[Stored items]
******

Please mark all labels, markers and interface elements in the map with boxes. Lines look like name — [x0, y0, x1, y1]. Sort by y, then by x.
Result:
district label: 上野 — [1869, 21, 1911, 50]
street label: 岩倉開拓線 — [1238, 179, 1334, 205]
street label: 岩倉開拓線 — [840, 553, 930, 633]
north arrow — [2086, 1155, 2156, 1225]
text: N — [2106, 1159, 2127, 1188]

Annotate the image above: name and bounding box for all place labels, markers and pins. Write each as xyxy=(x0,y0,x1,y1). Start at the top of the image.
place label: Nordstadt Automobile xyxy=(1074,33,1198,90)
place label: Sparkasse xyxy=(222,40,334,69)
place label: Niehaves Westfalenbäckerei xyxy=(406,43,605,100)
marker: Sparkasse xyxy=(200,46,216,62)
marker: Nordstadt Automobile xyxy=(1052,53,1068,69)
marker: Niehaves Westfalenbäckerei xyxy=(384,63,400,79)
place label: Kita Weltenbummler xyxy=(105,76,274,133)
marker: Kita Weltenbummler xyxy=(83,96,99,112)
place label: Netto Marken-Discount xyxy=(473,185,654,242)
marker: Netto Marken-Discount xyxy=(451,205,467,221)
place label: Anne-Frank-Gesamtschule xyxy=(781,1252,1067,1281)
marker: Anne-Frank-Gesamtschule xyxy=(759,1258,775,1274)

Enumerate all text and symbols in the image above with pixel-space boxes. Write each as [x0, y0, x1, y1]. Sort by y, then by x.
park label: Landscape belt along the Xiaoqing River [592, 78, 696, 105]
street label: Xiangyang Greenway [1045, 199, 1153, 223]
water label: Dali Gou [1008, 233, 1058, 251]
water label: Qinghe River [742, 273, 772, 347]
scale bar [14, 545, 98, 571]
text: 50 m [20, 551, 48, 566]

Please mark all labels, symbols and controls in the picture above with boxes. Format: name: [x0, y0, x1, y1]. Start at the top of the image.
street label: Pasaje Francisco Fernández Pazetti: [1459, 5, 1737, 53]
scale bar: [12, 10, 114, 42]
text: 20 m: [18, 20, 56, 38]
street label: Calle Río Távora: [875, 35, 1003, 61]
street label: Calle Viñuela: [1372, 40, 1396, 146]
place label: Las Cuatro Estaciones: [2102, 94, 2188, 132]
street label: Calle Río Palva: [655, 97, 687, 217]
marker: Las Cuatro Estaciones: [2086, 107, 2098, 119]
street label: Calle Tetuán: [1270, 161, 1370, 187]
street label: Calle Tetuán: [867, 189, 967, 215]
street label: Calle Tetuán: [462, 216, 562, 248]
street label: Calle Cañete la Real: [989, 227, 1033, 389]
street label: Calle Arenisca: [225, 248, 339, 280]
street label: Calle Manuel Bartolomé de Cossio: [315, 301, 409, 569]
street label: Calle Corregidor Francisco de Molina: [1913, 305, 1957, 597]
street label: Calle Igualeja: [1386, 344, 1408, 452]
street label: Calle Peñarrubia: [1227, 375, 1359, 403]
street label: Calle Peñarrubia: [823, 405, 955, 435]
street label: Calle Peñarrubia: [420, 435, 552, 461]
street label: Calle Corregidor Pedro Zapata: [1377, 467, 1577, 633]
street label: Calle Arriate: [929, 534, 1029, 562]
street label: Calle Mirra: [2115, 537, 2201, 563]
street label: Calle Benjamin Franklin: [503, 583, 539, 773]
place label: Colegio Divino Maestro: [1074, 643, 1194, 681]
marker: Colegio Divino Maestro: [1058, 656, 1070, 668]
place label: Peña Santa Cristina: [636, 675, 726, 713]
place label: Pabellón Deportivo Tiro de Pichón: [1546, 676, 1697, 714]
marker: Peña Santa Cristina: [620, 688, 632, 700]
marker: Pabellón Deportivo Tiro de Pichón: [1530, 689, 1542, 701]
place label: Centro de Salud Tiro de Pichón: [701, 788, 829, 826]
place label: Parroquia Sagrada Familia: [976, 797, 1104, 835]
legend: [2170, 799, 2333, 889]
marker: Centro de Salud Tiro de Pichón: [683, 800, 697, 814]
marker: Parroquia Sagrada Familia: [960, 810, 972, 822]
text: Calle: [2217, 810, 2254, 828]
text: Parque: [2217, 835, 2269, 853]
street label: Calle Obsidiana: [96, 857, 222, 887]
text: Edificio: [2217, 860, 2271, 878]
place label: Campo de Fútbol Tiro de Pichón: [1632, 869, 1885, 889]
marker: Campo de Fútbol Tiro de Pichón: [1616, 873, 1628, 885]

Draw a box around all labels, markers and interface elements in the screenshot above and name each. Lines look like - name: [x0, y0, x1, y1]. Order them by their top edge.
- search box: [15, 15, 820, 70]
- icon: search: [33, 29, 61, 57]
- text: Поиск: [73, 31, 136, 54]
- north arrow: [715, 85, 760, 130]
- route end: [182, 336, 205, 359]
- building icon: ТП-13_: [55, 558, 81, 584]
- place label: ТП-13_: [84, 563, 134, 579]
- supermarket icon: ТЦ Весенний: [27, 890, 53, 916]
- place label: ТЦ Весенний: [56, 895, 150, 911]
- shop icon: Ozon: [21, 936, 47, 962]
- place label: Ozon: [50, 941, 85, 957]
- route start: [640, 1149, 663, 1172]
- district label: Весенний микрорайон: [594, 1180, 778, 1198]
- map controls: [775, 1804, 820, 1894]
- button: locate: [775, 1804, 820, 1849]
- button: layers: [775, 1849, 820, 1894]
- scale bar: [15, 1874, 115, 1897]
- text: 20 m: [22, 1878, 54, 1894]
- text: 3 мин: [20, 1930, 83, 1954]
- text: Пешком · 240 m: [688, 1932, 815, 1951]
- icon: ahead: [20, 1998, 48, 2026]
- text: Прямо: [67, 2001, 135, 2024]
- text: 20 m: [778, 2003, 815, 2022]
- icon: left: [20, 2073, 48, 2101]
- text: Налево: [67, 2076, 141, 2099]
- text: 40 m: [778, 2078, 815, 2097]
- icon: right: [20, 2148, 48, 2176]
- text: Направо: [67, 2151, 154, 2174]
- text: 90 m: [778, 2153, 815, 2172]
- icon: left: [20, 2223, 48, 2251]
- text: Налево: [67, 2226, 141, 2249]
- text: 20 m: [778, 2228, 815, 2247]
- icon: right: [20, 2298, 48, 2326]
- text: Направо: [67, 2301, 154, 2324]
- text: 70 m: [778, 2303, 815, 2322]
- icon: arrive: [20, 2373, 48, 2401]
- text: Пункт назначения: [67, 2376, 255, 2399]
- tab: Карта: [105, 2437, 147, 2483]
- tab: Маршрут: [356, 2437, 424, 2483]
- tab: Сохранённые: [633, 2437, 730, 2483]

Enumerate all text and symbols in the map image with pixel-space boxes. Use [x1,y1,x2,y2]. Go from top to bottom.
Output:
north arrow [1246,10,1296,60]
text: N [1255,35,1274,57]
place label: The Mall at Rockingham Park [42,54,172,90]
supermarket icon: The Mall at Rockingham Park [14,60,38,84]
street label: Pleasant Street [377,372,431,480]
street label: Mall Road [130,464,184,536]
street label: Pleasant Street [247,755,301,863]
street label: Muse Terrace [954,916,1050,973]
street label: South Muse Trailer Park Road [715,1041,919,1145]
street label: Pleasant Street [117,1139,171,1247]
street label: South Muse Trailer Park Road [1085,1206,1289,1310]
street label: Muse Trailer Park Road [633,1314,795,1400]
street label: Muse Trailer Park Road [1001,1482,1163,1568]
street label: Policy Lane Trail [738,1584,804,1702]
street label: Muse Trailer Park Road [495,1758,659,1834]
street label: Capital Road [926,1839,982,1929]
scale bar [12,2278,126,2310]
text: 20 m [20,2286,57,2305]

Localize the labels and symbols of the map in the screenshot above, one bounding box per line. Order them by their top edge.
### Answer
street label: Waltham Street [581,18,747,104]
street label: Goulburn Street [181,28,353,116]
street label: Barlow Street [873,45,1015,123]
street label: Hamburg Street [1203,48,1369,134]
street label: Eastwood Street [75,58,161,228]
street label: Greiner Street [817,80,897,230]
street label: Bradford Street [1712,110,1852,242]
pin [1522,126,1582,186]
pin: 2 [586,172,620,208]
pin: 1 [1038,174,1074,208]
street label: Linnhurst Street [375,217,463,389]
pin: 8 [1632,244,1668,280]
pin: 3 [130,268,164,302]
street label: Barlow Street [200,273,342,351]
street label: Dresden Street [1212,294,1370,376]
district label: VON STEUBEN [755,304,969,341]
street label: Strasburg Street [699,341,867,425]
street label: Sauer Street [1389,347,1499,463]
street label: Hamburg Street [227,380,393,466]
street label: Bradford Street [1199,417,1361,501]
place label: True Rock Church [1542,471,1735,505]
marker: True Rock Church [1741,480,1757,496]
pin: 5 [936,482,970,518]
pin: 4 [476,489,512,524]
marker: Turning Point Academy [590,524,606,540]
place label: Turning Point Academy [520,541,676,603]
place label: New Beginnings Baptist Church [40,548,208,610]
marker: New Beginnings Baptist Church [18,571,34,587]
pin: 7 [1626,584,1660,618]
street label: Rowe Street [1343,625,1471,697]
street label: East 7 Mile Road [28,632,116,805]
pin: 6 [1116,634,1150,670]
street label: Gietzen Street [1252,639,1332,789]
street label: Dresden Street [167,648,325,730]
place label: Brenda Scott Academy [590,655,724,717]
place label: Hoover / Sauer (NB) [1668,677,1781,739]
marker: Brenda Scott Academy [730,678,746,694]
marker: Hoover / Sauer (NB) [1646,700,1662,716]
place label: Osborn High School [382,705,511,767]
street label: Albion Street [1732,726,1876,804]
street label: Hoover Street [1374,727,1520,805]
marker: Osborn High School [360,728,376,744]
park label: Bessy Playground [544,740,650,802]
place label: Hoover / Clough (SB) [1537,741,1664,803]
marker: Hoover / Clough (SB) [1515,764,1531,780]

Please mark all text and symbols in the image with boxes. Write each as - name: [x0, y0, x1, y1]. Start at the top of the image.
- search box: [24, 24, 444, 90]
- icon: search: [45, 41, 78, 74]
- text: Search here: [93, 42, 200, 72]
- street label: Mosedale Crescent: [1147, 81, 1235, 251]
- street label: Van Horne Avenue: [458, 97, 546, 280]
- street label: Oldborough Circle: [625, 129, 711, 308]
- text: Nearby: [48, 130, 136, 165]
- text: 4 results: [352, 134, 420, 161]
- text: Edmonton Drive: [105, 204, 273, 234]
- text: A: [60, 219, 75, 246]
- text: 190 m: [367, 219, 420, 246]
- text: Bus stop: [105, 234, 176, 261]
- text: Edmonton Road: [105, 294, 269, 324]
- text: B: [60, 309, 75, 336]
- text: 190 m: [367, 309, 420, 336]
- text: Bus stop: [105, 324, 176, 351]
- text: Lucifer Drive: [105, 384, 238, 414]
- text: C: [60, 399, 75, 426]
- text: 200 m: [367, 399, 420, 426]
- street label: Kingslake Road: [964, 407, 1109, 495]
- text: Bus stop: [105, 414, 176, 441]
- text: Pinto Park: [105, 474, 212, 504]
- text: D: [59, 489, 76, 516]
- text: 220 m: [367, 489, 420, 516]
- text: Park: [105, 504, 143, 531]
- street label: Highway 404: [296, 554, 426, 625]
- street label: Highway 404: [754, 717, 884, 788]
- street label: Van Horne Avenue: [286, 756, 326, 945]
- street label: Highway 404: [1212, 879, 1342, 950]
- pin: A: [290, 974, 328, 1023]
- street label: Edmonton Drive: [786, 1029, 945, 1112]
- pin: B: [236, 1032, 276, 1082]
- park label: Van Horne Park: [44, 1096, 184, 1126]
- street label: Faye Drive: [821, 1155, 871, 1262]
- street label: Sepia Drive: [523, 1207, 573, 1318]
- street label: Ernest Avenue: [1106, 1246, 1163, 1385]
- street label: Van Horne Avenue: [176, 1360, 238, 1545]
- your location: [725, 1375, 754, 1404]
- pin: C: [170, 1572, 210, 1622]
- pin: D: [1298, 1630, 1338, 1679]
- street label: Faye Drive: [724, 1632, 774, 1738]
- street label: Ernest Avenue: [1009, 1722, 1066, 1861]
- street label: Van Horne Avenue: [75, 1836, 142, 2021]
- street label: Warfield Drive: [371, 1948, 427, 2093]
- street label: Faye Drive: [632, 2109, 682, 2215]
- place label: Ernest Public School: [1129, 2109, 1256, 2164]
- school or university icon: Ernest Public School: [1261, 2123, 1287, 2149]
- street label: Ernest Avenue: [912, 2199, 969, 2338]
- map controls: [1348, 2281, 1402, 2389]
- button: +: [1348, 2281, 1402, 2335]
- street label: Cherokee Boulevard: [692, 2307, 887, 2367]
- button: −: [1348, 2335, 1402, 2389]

******

- PROBLEM REQUIREMENTS: Exactly how many lines of the data include the word "Hamburg"? Reply with that number only.

- WRITTEN SOLUTION: 2